Rehabilitation & Recovery

Why Am I Losing My Period During Training?

Losing your period during training may be a sign of low energy availability or RED-S. Learn common symptoms, causes, and how physical therapy can help.

losing period during training

Missing or irregular periods during training can be confusing, especially when you are exercising regularly and otherwise feel healthy. Many active women assume that losing their period is simply part of training harder, running more miles, or becoming leaner.

In reality, menstrual changes can provide important information about how your body is responding to training, nutrition, recovery, and overall energy availability.

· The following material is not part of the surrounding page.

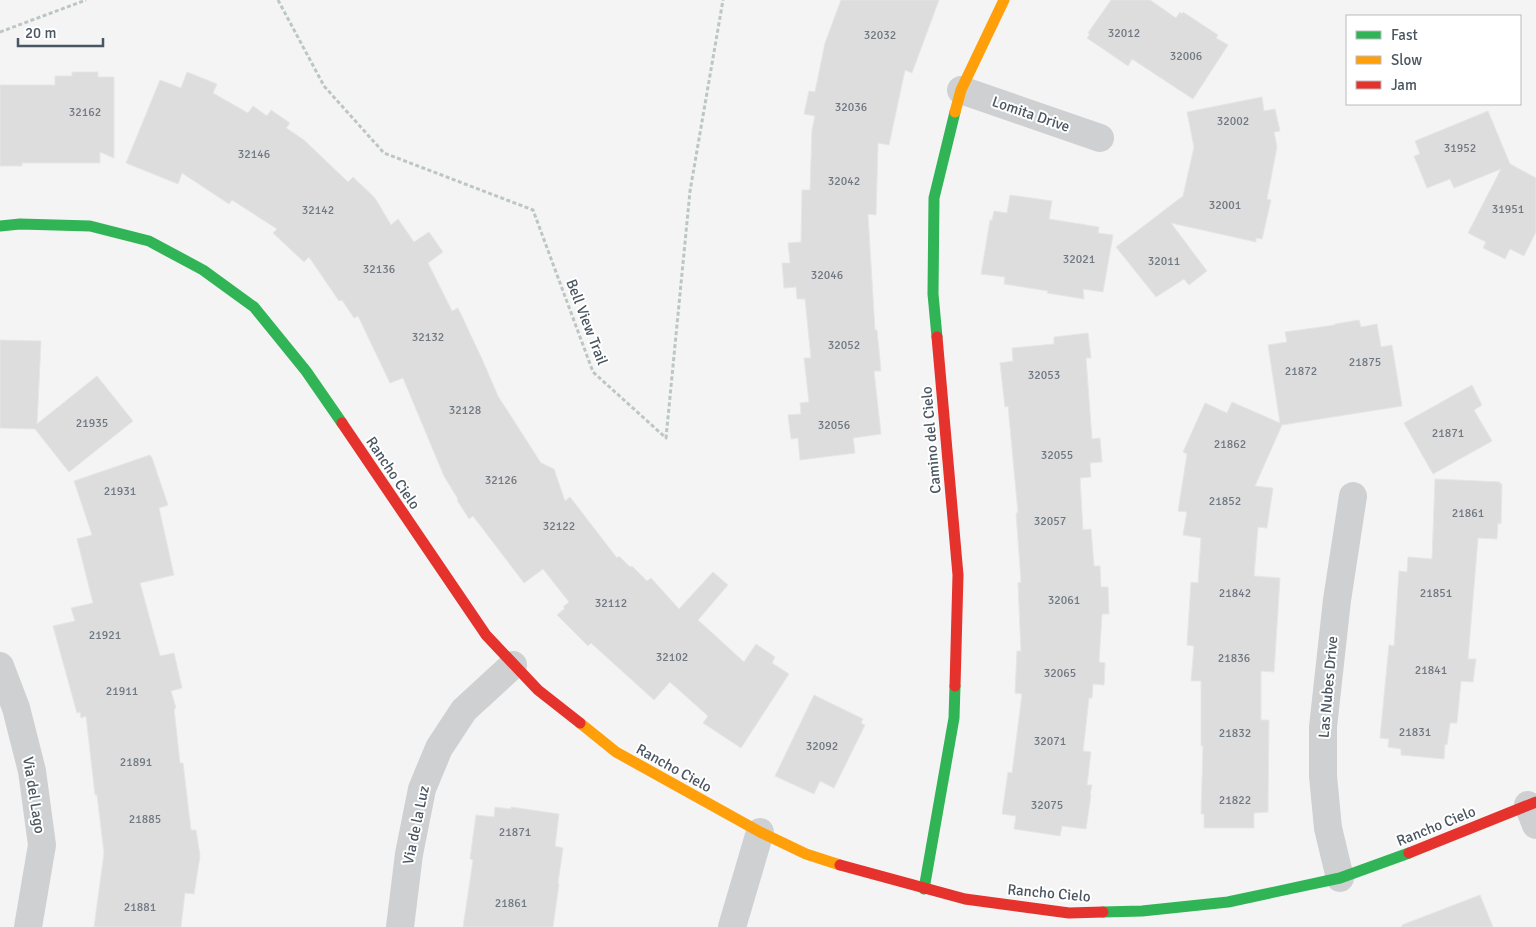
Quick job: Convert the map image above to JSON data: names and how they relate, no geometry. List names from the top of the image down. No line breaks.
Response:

This article explains why periods may become irregular or stop during training, what warning signs to watch for, and how physical therapy can help when related injuries or performance issues develop.

What Causes Period Loss During Training?

One of the most common reasons active women lose their period during training is low energy availability. In simple terms, the body does not have enough energy available to support both exercise demands and normal physiological functions.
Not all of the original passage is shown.